Did Kerick really have a nanny?

Mystery woman used as excuse for Homeland Security nomination withdrawal may not exist.


"The White House has been unwilling to discuss any specifics of the nanny herself..."

It's easy to see why the White House needed this diversionary excuse, real or not, for Kerick's departure. Deep questions concerning the former nominee's personal, professional, and business practices have flooded New York newspapers in the week since the withdrawal.

Two blogs are really keeping track of the juice on Kerick, Talking Points Memo and Steve Gilliard.

Gilliard has many postings including this one that contains a laundry list of his dealings:

Kerick...

*had mystery dealings with companies for contracts which didn't make sense

*slept with a subordinate, then punished supervisors who admonished her

*had work done by Paulie Walnuts and his crew on an apartment he couldn't afford

*rented an apartment in the shadows of Ground Zero as a love shack

*borrowed $18k from friends which he never reported

*was wanted for arrest over a condo deal

*associated with people linked to organized crime

*left Iraq after 3 months and failing to train the police

*allegedly threatened a second mistress and stalked her.

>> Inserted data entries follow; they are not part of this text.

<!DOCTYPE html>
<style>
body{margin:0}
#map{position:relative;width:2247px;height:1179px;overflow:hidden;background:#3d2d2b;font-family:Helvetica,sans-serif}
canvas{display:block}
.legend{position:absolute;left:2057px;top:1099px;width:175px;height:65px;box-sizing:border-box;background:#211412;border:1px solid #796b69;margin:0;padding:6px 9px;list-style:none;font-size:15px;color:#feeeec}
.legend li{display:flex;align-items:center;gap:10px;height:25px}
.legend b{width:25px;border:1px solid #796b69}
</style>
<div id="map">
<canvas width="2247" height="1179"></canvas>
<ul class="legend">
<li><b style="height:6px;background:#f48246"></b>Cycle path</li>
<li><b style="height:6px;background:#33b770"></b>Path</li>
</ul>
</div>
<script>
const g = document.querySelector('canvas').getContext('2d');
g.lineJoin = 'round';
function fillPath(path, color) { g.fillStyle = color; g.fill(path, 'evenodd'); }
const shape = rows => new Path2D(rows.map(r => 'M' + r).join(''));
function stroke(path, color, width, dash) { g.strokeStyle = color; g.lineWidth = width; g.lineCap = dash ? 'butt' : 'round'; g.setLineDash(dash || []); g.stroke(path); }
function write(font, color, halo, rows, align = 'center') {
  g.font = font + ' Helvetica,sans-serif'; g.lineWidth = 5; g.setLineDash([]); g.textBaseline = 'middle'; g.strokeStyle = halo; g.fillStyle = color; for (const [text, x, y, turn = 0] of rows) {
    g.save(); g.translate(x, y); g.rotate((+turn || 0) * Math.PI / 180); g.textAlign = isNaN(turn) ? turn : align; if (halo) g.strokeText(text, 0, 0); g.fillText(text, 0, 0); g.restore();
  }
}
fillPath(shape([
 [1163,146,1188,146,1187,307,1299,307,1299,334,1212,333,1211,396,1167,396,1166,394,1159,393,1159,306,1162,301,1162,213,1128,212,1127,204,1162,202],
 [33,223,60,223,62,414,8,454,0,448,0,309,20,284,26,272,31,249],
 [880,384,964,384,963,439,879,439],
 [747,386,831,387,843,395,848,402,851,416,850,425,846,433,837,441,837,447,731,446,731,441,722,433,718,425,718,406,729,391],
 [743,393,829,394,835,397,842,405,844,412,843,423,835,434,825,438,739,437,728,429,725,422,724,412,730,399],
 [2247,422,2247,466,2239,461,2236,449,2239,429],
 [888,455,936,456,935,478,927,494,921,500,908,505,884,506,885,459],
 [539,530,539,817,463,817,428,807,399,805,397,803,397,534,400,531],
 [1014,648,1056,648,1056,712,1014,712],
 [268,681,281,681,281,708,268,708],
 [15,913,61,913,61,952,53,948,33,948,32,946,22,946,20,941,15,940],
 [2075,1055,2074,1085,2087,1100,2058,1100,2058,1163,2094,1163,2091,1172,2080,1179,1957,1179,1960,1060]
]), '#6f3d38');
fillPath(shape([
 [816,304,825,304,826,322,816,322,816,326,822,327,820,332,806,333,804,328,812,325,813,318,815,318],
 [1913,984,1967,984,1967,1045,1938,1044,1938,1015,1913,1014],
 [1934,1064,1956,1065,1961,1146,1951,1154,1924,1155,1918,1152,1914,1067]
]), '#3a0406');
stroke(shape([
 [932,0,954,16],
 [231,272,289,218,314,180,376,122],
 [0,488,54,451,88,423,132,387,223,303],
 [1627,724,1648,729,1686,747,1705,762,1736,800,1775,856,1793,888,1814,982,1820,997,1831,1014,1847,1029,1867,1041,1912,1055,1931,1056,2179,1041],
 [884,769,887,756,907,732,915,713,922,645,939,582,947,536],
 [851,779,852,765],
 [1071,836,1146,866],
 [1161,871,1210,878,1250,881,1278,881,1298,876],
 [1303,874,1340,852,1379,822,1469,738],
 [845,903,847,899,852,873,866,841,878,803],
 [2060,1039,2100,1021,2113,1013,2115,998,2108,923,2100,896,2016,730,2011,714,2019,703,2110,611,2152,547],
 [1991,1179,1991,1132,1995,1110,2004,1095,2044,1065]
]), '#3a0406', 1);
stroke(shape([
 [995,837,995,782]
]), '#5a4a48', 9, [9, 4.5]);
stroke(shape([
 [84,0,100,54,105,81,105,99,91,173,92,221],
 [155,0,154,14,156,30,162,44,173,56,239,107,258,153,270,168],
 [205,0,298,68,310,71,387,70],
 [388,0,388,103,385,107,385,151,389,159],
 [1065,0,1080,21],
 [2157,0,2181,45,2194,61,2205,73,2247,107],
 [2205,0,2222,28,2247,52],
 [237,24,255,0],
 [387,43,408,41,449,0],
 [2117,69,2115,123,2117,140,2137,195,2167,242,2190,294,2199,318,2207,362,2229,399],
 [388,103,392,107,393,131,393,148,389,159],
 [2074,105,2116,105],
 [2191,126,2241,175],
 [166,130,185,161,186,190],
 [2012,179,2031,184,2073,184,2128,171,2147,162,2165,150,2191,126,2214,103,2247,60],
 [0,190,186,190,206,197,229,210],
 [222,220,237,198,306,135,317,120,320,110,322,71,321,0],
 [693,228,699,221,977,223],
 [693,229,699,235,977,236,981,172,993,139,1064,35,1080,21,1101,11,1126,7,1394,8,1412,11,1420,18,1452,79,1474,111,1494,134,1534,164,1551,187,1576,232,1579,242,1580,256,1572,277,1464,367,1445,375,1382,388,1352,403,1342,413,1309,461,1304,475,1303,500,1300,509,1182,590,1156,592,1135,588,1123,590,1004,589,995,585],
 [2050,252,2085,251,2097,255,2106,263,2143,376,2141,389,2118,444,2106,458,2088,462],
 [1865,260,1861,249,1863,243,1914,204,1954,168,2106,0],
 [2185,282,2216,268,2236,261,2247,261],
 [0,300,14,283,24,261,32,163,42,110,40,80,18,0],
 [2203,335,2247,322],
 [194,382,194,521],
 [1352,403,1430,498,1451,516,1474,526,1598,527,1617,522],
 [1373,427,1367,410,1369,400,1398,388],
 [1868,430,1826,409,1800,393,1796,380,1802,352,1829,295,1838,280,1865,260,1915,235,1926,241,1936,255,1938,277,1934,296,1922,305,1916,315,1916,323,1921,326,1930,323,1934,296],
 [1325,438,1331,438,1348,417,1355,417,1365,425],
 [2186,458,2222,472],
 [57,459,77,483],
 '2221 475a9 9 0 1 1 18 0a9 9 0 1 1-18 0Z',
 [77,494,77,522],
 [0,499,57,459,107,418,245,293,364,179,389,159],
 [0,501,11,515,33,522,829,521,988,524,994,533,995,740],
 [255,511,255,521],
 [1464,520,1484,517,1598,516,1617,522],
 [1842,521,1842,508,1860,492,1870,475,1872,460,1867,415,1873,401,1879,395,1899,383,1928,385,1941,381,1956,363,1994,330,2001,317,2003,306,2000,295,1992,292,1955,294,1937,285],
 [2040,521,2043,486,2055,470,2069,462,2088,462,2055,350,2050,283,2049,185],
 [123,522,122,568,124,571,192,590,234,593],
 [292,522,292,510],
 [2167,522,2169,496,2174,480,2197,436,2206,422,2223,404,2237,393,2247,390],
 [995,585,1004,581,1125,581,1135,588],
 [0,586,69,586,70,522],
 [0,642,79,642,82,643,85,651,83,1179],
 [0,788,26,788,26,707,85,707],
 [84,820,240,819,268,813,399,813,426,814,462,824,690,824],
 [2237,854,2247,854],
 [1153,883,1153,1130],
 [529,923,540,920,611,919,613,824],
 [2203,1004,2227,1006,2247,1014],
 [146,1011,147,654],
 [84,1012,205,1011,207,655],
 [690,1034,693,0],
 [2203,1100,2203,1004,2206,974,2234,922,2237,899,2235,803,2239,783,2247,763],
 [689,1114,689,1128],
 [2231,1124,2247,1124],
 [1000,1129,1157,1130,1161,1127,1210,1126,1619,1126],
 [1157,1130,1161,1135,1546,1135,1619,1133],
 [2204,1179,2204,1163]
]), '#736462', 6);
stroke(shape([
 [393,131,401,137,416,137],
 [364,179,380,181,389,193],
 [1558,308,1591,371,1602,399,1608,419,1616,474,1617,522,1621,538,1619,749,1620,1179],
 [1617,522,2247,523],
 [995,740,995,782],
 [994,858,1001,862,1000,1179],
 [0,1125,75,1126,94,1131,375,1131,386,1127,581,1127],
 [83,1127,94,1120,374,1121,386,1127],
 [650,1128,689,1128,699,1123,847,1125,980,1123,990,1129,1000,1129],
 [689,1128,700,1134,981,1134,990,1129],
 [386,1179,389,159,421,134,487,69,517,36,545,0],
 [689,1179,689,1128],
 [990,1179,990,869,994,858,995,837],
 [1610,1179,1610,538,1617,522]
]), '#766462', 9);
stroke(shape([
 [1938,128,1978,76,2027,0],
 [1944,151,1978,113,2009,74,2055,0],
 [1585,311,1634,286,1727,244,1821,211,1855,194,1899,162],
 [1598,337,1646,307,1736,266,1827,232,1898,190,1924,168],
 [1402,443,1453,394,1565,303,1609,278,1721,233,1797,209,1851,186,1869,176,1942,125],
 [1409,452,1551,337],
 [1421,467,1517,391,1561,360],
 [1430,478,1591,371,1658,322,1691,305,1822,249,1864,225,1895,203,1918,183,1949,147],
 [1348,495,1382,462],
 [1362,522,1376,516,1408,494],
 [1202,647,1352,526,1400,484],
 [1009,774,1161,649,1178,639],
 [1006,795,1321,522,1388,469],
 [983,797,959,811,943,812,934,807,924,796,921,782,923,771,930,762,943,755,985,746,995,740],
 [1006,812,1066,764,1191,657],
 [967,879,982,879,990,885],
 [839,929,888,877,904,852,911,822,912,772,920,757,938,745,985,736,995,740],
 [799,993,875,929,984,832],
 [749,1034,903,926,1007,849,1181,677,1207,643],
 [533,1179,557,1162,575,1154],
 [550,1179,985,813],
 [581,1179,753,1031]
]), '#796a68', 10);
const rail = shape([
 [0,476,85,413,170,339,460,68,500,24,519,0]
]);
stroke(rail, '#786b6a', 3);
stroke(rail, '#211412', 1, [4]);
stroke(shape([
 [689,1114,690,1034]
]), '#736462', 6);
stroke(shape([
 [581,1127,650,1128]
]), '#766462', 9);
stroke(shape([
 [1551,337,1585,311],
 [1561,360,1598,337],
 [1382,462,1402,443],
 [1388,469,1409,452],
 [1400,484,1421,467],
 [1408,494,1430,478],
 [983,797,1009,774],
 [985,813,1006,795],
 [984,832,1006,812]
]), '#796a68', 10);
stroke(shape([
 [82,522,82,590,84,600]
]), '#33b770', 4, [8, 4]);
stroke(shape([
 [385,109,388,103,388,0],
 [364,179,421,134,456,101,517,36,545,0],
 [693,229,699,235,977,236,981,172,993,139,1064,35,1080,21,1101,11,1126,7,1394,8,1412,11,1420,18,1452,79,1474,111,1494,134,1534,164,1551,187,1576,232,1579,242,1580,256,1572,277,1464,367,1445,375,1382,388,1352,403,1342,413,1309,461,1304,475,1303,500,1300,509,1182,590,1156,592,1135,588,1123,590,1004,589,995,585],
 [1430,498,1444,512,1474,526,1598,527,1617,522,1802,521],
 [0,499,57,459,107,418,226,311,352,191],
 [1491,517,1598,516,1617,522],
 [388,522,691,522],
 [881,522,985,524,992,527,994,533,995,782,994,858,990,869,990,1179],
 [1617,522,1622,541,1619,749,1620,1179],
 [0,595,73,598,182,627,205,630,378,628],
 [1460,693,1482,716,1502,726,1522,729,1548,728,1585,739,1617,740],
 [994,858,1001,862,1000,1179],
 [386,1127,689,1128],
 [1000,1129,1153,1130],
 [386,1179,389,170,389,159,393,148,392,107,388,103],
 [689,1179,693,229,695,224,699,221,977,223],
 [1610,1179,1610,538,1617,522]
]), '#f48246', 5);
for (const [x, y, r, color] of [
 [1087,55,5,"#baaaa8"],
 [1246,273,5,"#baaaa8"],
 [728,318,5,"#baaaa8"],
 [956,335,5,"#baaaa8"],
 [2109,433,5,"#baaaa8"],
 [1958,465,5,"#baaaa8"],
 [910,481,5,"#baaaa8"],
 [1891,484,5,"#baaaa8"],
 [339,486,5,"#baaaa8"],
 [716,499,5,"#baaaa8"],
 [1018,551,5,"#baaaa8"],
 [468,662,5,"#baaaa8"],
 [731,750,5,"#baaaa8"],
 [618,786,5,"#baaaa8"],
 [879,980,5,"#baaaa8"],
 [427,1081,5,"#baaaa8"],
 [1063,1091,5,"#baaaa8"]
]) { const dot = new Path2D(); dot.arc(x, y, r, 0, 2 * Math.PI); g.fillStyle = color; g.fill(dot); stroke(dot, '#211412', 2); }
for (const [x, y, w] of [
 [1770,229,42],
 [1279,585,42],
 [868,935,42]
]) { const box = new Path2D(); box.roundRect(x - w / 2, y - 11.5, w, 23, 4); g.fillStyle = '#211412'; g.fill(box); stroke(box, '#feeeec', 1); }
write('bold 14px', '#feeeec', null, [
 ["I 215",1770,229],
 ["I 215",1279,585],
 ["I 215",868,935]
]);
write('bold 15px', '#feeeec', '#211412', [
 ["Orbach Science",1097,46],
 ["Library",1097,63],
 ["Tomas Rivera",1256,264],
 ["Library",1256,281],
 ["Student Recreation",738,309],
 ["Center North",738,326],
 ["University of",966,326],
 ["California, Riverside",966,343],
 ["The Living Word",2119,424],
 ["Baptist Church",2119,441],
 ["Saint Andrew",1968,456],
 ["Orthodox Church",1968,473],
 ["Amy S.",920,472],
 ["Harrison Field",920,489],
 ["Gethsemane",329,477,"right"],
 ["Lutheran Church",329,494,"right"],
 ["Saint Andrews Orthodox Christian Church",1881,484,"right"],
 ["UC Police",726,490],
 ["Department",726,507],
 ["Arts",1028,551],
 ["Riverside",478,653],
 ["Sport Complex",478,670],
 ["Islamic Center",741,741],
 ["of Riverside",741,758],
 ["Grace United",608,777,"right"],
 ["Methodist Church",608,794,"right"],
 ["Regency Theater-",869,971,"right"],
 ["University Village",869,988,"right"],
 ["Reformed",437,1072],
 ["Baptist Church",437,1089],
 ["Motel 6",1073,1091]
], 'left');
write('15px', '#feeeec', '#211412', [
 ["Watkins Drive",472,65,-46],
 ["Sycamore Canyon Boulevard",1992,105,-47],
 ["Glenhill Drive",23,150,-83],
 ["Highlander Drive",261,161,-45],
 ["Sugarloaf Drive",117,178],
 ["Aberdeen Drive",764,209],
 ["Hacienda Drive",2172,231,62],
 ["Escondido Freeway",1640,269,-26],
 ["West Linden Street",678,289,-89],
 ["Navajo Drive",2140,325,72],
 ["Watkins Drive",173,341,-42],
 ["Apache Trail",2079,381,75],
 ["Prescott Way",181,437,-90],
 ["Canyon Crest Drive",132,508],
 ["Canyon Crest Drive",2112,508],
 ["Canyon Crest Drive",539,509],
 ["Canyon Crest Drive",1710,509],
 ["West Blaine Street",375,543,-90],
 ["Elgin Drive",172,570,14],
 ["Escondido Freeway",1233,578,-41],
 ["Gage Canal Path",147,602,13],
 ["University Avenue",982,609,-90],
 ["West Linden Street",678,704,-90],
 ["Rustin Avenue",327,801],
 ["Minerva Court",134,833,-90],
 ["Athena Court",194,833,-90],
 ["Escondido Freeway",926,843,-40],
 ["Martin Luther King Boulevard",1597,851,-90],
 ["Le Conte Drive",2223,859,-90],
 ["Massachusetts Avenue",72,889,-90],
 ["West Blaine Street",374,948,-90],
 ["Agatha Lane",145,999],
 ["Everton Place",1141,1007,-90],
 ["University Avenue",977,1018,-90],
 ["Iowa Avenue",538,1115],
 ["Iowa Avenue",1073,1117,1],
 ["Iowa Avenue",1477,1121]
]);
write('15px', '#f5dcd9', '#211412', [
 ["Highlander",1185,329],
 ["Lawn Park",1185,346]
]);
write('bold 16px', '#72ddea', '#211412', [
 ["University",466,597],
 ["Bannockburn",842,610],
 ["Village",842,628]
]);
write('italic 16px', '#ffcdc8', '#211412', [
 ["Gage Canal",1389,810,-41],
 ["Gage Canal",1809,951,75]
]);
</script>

...All while running New York's City jails and police department.
I'd like to expand for a moment on Kerick's Iraq tenure and this interesting post by Josh Marshall in Talking Points Memo. Marshall points out that Kerick was in the thick of the wild early days of the US regime in Iraq then known as the Coalition Provisional Authority. In May 2003, Bush sent him to Baghdad to run the Interior Ministry. Before he left there just three months later, well short of the effort to which he had originally committed, he had he spent 1.2 billion taxpayer dollars to train Iraqi police. Into a country awash in small arms, he imported revolvers and Kalashnikov rifles for the Iraqi police from vendors in Jordan at exorbitant cost to the US taxpayer.

Marshall writes,
It's been known for a longtime that the Iraqi Interior Ministry under the CPA was rife with corruption. Lots and lots of US tax dollars went missing.
In November 2003, Deep Blade Journal issued its extensive Reference Article on U.S.-Iraq Business Relationships which included the comment, "...there seems to be deep distrust of the financial management of the Coalition Provisional Authority. Numerous articles and reports have appeared in the last few weeks that raise a plethora of serious questions about the conduct of the occupation...."

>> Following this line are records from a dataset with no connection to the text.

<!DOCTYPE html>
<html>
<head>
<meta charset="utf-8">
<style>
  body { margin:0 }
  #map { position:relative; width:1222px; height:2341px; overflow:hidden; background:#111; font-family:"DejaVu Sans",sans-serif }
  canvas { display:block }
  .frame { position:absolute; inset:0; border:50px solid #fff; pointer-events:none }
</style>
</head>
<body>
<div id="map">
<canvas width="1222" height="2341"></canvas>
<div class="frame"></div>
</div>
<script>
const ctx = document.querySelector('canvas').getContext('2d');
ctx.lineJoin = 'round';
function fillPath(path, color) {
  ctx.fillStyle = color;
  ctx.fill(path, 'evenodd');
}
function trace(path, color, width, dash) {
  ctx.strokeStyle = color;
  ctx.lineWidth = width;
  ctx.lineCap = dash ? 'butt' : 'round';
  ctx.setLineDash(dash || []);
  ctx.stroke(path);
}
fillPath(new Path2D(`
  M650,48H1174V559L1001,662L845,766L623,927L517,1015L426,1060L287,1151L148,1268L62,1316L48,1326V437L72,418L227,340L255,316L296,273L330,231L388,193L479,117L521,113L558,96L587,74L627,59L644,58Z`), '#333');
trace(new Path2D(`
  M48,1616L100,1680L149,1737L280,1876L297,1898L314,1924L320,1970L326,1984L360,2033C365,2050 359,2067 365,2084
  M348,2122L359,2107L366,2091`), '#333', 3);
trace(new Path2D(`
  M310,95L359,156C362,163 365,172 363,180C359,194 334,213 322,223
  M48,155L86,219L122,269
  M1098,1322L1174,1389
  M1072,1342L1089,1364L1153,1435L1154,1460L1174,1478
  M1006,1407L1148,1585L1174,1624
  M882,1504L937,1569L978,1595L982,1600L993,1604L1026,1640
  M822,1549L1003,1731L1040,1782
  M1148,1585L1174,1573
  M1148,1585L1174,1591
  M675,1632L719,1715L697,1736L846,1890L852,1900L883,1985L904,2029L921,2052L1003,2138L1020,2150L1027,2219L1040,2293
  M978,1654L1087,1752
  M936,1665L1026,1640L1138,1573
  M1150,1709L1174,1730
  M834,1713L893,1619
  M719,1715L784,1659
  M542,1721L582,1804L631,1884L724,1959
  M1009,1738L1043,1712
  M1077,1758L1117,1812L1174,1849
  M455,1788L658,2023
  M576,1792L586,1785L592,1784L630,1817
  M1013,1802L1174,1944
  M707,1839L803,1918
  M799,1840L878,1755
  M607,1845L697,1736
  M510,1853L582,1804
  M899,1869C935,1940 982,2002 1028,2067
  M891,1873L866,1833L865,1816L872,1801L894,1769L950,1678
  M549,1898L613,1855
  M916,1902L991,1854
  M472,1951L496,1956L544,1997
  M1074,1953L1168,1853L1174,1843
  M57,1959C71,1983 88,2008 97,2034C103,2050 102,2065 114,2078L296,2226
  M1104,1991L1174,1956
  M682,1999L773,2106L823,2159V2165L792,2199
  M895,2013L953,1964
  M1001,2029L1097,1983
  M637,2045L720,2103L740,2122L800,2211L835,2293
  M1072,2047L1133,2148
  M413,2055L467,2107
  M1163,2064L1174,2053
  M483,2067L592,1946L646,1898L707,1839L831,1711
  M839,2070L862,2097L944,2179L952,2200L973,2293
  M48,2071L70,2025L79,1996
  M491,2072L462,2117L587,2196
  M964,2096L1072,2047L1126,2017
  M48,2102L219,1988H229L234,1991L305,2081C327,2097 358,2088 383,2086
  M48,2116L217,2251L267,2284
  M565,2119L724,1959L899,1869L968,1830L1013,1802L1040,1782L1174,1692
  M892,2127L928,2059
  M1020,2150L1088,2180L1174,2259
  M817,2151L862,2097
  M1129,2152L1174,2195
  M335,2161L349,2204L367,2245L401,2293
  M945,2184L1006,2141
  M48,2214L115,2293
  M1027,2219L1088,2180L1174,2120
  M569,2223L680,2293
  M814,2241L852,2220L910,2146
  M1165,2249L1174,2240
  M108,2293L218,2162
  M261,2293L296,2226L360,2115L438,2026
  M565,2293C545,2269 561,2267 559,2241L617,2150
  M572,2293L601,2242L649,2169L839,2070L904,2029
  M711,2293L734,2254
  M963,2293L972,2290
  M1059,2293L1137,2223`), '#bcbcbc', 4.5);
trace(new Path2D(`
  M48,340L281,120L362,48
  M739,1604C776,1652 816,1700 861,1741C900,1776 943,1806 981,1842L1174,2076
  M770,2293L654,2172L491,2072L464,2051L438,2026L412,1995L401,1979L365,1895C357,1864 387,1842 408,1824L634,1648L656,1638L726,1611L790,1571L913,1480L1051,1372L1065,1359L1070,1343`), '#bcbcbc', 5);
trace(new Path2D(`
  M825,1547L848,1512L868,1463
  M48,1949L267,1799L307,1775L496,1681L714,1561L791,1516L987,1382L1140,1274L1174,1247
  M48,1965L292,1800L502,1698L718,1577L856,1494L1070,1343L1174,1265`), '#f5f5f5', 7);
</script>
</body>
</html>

In one of those articles, Spending On Iraq Sets Off Gold Rush: Lawmakers Fear U.S. Is Losing Control of Funds, Jonathan Weisman and Anitha Reddy of the Washington Post reported on Thursday, October 9, 2003 that
Among the dozens of projects in the proposal is a State Department plan to spend $800 million to build a large training facility for a new Iraqi police force. Management fees alone would run $26 million a month, while 1,500 police trainers would cost $240,000 each per year, or $20,000 each per month. DynCorp of Reston is likely to get the contract.

"All I can say is it's mind-boggling," James Lyons, a former military subcontractor in Bosnia, said of the opportunities for private contractors. "People must be drooling."
Kerick apparently was well suited, for a while anyway, to help initiate the taxpayer sink hole that the colonial project in Iraq represents. A full investigation of Kerick and the disaster he helped spawn clearly is called for.